How do animals A) locate, B) isolate, and C) contain/eliminate bacterial endotoxins?

LPS in the blood stream is rapidly bound by LPS-binding protein (LBP) and localized to the liver for detoxification and excretion (1).

A) LBP recognizes and binds the Lipid-A region of the LPS molecule (2),

B) At this point LPS is released from bacterial cell membrane and sequestered into complexes with high-density lipoprotein (HDL). This is also the stage at which free LPS can activate CD14+ monocytes, triggering an acute inflammation response (3). However, additional HDL reduces monocyte activation, suggesting that these complexes inactivate LPS by "isolating" it from CD14 (4).

C) Finally, the LPS-HDL complex is taken up by the liver, either into Kupffer Cells (~25%) or liver sinusoidal endothelial cells (~75%), where enzymatic inactivation of LPS occurs either by dephosphorylation of the phosphates or deacetylation of the primary acyl components of lipid A (5)

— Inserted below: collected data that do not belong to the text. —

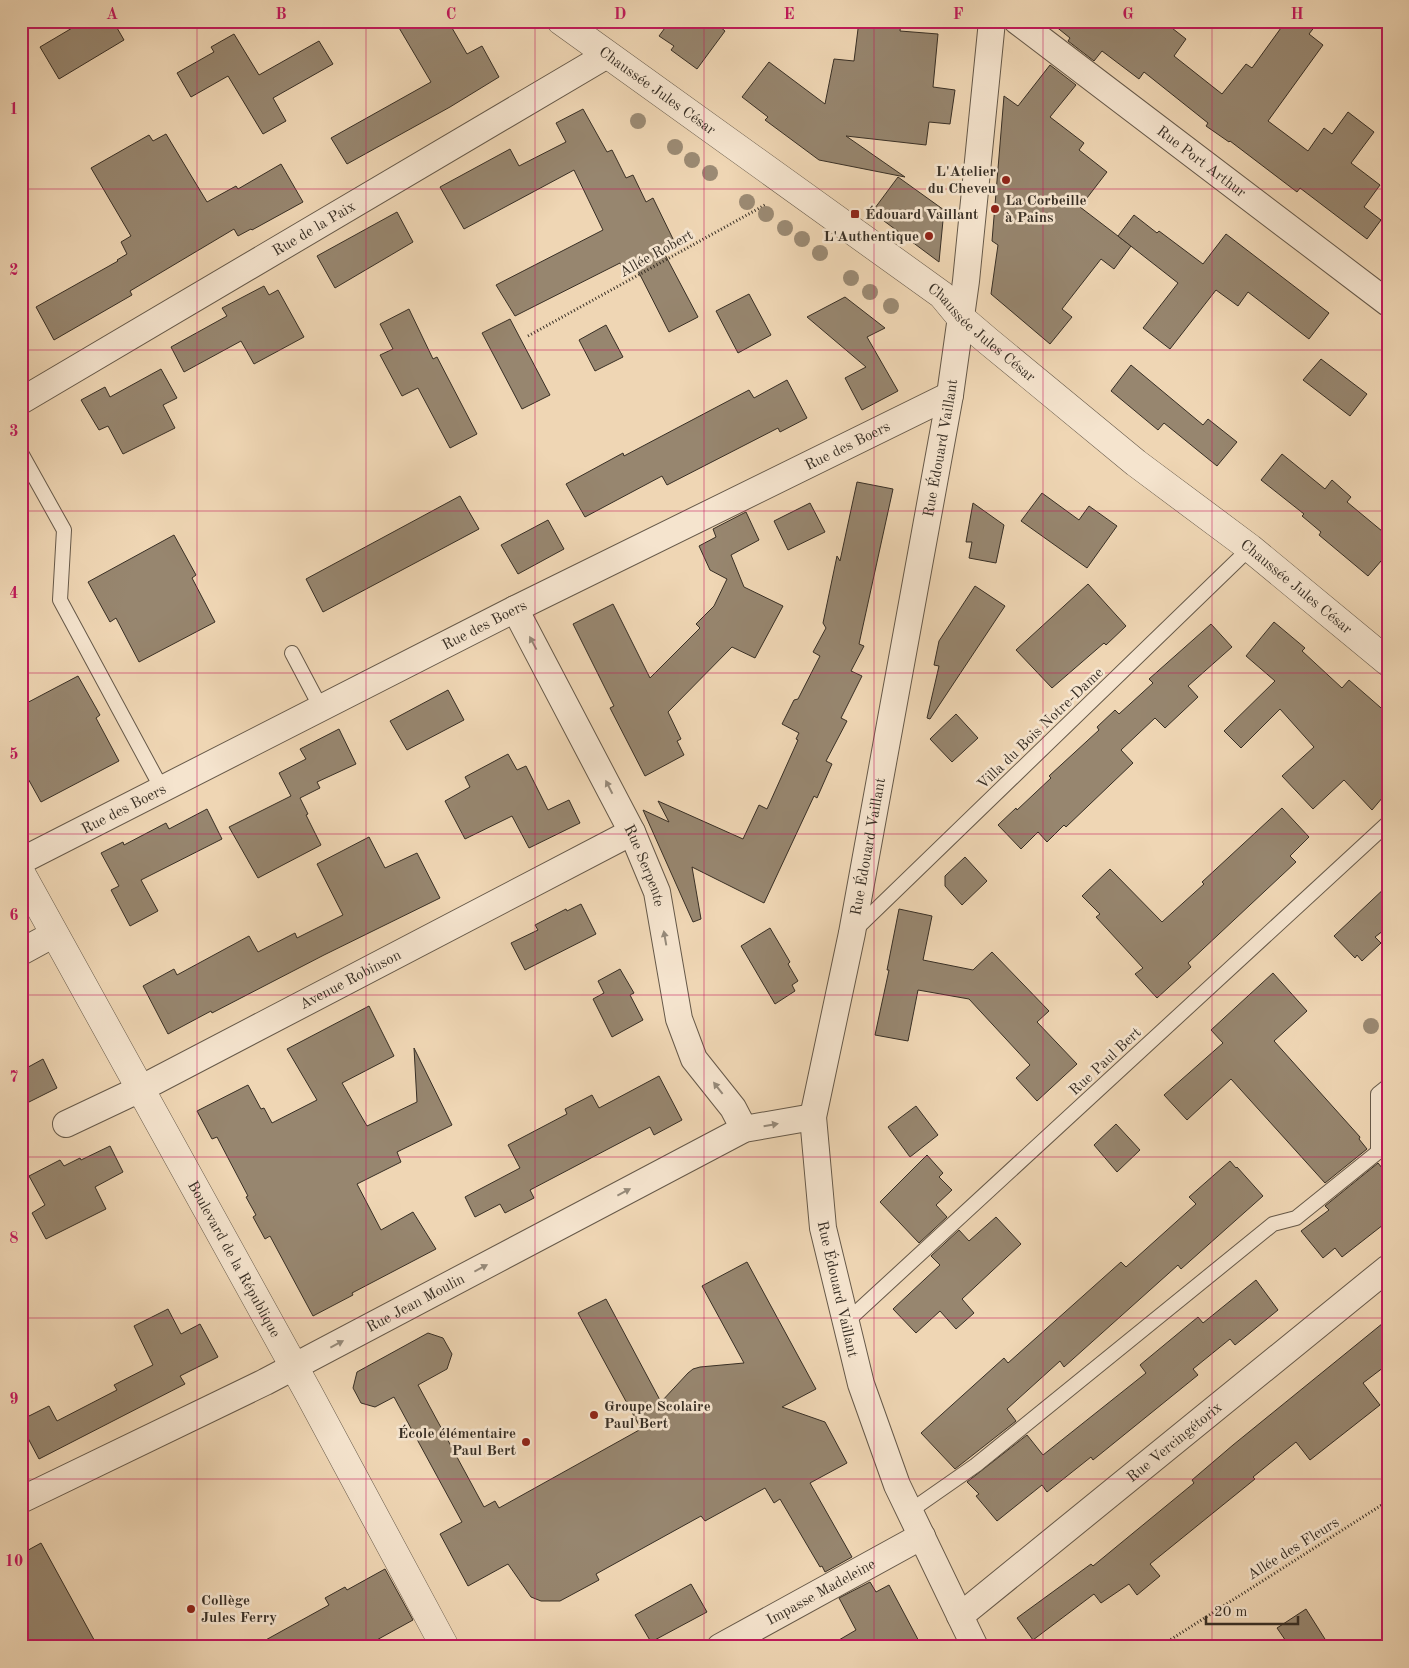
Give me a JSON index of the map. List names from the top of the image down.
{
  "streets": {
    "street": [
      "Chaussée Jules César",
      "Rue Port Arthur",
      "Rue de la Paix",
      "Rue des Boers",
      "Rue Édouard Vaillant",
      "Rue Serpente",
      "Avenue Robinson",
      "Boulevard de la République",
      "Rue Jean Moulin",
      "Rue Vercingétorix",
      "Impasse Madeleine"
    ],
    "lane": ["Villa du Bois Notre-Dame", "Rue Paul Bert"],
    "path": ["Allée Robert", "Allée des Fleurs"]
  },
  "crossings": [
    ["Chaussée Jules César", "Rue de la Paix"],
    ["Chaussée Jules César", "Allée Robert"],
    ["Chaussée Jules César", "Rue Édouard Vaillant"],
    ["Chaussée Jules César", "Villa du Bois Notre-Dame"],
    ["Rue des Boers", "Rue Édouard Vaillant"],
    ["Rue des Boers", "Rue Serpente"],
    ["Rue Édouard Vaillant", "Villa du Bois Notre-Dame"],
    ["Rue Édouard Vaillant", "Rue Paul Bert"],
    ["Rue Édouard Vaillant", "Rue Jean Moulin"],
    ["Rue Édouard Vaillant", "Rue Vercingétorix"],
    ["Rue Édouard Vaillant", "Impasse Madeleine"],
    ["Rue Serpente", "Avenue Robinson"],
    ["Rue Serpente", "Rue Jean Moulin"],
    ["Avenue Robinson", "Boulevard de la République"],
    ["Boulevard de la République", "Rue Jean Moulin"]
  ],
  "one_way": ["Rue Serpente", "Rue Jean Moulin"],
  "places": {
    "other": [
      "L'Atelier du Cheveu",
      "La Corbeille à Pains",
      "L'Authentique",
      "Groupe Scolaire Paul Bert",
      "École élémentaire Paul Bert",
      "Collège Jules Ferry"
    ],
    "transit": ["Édouard Vaillant"]
  },
  "scale_bar": "20 m",
  "grid": {
    "columns": [
      "A",
      "B",
      "C",
      "D",
      "E",
      "F",
      "G",
      "H"
    ],
    "rows": [
      "1",
      "2",
      "3",
      "4",
      "5",
      "6",
      "7",
      "8",
      "9",
      "10"
    ]
  }
}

Given the hydrophobic characteristics of LPS lipid-A and the fact that it's processed in the liver, I suspect that LPS and its metabolites are eliminated from the body via excretion into the bile ducts, but I haven't found a reference in the literature to confirm that suspicion.

References:

  1. Wassenaar and Zimmermann, Eur J Microbiol Immunol. 2018 Sep 28; 8(3): 63–69.
  2. Tobias et al., J Biol Chem. 1989 Jun 25;264(18):10867-71.
  3. Vesy et al., Infect Immun. 2000 May; 68(5): 2410–2417.
  4. Flegel et al, Infect Immun. 1989 Jul; 57(7): 2237–2245.
  5. Yao et al. J Immunol. 2016 Sep 15; 197(6): 2390–2399.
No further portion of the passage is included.